*** Opening EXERCISE MATERIALS ***

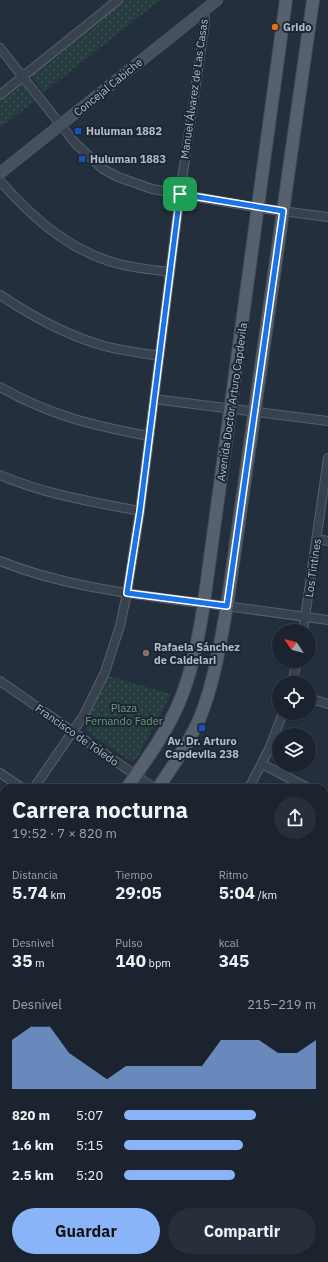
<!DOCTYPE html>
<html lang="es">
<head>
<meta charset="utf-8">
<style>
  body { margin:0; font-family:"IBM Plex Sans",sans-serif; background:#282f3a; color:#f1f3f6; height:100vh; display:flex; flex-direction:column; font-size:15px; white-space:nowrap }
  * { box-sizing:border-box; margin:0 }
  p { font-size:13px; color:#a0a4aa }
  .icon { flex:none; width:22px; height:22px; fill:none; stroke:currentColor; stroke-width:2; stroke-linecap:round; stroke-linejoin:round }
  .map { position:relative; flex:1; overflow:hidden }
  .side { position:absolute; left:0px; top:784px; width:328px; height:478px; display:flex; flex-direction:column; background:#1b232e; border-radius:12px 12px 0 0; box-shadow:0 1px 3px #0004,0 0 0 1px #39404a }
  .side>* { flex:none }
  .needle { width:26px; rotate:305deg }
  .fabs { position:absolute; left:272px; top:624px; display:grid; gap:8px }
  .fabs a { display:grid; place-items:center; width:44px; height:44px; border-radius:50%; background:#1b232e; box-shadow:0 1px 3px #0004,0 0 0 1px #39404a; font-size:20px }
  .pin { position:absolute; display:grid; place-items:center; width:34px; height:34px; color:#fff; margin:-17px; border-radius:8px; box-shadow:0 2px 6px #0006 }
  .round { display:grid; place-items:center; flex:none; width:42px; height:42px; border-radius:21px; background:#282f3a }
  .overview { display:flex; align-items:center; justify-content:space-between; height:68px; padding:0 12px }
  h1 { font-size:22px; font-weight:700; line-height:30px }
  .figures { display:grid; grid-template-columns:repeat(3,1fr); gap:6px; height:68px; padding:4px 12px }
  .figures div { display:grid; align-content:center }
  .figures b { font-size:17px; font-weight:700 }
  .figures small { font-size:11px; font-weight:400 }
  .figures p { font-size:11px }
  .chart { height:112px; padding:8px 12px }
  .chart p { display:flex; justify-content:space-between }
  .chart svg { width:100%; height:72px; margin-top:4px; fill:#8ab4f8; opacity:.7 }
  .button { display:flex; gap:8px; margin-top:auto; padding:8px 12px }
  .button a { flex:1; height:46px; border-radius:24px; background:#8ab4f8; color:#111; font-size:16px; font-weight:700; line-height:46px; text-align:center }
  .button a+a { background:#282f3a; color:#f1f3f6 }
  ul { padding:0 12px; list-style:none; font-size:13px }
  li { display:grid; grid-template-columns:64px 48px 1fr; align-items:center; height:30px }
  li i { height:10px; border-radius:5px; background:#8ab4f8 }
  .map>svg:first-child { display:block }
  .park { fill:url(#park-dots) }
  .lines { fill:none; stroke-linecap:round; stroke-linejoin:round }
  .street-casing { stroke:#565f6c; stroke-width:10 }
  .secondary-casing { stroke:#565f6c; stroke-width:12 }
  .primary-casing { stroke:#414a57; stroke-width:14 }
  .street { stroke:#38414e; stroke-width:8 }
  .secondary { stroke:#465061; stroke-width:11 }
  .primary { stroke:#56606e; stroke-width:12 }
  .route-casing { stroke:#fff; stroke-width:8 }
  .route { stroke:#1a73e8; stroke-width:5 }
  .food-dot { fill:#e8710a; stroke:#1d2633; stroke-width:1.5 }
  .transit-dot { fill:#1a4fb4; stroke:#1d2633; stroke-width:1.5 }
  .education-dot { fill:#8d6e63; stroke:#1d2633; stroke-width:1.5 }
  .labels { text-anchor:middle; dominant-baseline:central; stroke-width:4; stroke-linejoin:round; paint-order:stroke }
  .poi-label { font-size:11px; font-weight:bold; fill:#b4bcc9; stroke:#1d2633; text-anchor:start }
  .street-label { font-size:11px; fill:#b4bcc9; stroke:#1d2633 }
  .park-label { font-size:11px; fill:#6b9a76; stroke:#1d2633 }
</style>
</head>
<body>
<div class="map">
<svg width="328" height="1262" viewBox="0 0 328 1262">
  <defs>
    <pattern id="park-dots" width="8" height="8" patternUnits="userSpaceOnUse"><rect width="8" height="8" fill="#263c3f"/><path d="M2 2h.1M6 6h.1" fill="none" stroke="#435659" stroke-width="1.8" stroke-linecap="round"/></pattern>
  </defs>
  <rect width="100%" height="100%" fill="#242f3e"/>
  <g class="park">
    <polygon points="124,0 160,0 44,92 31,76"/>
    <polygon points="21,84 35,101 0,128 0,100"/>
    <polygon points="108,676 171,694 137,758 133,761 128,760 87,731 85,721"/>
  </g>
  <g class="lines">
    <g class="street-casing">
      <g id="street">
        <polyline points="0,48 75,143 103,169 118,177 152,189 259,208 328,217"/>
        <polyline points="0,95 118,0"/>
        <path d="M0 181C33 218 69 251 119 264 135 268 153 270 170 272"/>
        <path d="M0 295C33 317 69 337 108 347 125 351 142 353 159 356"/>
        <path d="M0 387C49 415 94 426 149 436"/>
        <polyline points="154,399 328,421"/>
        <path d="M0 475C44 494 92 502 140 511"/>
        <polyline points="317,539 328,541"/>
        <path d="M0 561C57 584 117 592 177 600 228 606 278 613 328 620"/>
        <polyline points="303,631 328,458"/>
        <polyline points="0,681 154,788"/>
        <polyline points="292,683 297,661"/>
        <polyline points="309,698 328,704"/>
        <polyline points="262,764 308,788"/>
        <polyline points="0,773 22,788"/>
        <polyline points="34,788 84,715 105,672 120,626 127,593 140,511 180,194 205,22 204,11"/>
        <polyline points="249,788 269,749 283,713"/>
        <polyline points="324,796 328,798"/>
        <polyline points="0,838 4,832"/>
        <polyline points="0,914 4,917"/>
        <polyline points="324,915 328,920"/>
        <polyline points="324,1111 328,1117"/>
        <polyline points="324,1135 328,1132"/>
        <polyline points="313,1258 316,1262"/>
        <polyline points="14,1262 17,1258"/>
        <polyline points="147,1262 152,1258"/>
      </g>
    </g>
    <g class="secondary-casing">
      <g id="secondary">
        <polyline points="0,173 217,0"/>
        <polyline points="324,955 328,952"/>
        <polyline points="0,1181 4,1178"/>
      </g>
    </g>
    <g class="primary-casing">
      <g id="primary">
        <path d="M127 788C145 761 165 735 178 705 193 671 200 632 205 595L286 0"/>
        <path d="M158 788C173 766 188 744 199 720 214 684 220 644 227 606L313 0"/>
        <polyline points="0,970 4,964"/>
        <polyline points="0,1011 4,1005"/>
        <polyline points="0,1228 4,1230"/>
        <polyline points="43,1258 49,1262"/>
      </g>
    </g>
    <use href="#street" class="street"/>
    <use href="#secondary" class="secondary"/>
    <use href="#primary" class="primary"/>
  </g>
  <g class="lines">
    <g class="route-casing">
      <polygon id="route" points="180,194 283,211 227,606 127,593 140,511"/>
    </g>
    <use href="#route" class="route"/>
  </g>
  <circle class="food-dot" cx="275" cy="27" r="4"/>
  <g class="transit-dot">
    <rect x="74" y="127" width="8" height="8" rx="2"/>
    <rect x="78" y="155" width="8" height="8" rx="2"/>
    <rect x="198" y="724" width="8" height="8" rx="2"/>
  </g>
  <circle class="education-dot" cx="146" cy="653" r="4"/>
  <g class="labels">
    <g class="poi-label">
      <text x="283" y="27">Grido</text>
      <text x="86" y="131">Huluman 1882</text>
      <text x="90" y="159">Huluman 1883</text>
      <text x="154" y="647">Rafaela Sánchez<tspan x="154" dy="13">de Caldelari</tspan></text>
      <text x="202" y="741" text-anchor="middle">Av. Dr. Arturo<tspan x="202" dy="13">Capdevila 238</tspan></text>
    </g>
    <g class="street-label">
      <text transform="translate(108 87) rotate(-39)">Concejal Cabiche</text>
      <text transform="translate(194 89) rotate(-82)">Manuel Álvarez de Las Casas</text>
      <text transform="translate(232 402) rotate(-82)">Avenida Doctor Arturo Capdevila</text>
      <text transform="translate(313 568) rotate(-82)">Los Tintines</text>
      <text transform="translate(77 735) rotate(35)">Francisco de Toledo</text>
    </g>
    <g class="park-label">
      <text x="124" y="708">Plaza<tspan x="124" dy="13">Fernando Fader</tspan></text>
    </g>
  </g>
</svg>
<div class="fabs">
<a><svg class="needle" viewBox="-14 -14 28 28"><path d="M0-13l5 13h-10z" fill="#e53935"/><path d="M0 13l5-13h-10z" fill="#a0a4aa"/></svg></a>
<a><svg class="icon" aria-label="locate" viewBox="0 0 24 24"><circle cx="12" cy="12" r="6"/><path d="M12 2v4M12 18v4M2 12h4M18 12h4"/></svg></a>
<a><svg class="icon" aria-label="layers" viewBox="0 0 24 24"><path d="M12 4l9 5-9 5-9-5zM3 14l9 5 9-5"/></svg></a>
</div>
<div class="pin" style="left:180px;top:194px;background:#1e9e55"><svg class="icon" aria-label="arrive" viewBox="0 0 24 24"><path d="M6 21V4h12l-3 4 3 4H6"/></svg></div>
<section class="side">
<div class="overview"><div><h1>Carrera nocturna</h1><p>19:52 · 7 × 820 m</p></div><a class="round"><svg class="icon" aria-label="share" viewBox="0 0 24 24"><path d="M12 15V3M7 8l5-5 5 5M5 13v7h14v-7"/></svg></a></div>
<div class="figures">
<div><p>Distancia</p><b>5.74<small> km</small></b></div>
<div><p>Tiempo</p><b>29:05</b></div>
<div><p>Ritmo</p><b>5:04<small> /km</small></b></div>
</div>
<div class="figures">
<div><p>Desnivel</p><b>35<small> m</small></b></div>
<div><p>Pulso</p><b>140<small> bpm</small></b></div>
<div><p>kcal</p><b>345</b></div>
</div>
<div class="chart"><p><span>Desnivel</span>215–219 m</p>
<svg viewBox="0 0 160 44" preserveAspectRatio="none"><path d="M0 44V14L10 6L20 6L30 22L40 30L50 38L60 30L70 30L80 30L90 30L100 30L110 14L120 14L130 14L140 22L150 22L160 14V44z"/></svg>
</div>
<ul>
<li><b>820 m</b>5:07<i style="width:69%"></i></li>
<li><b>1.6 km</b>5:15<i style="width:62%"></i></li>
<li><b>2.5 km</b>5:20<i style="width:58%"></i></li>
</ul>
<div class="button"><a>Guardar</a><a>Compartir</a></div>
</section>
</div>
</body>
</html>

*** Closing EXERCISE MATERIALS ***

▶ [WHAT TO PRODUCE]: What lines in the entries above include the string "Desnivel"? Return each one.

▶ [RESPONSE FOR THIS EXERCISE]:
<div><p>Desnivel</p><b>35<small> m</small></b></div>
<div class="chart"><p><span>Desnivel</span>215–219 m</p>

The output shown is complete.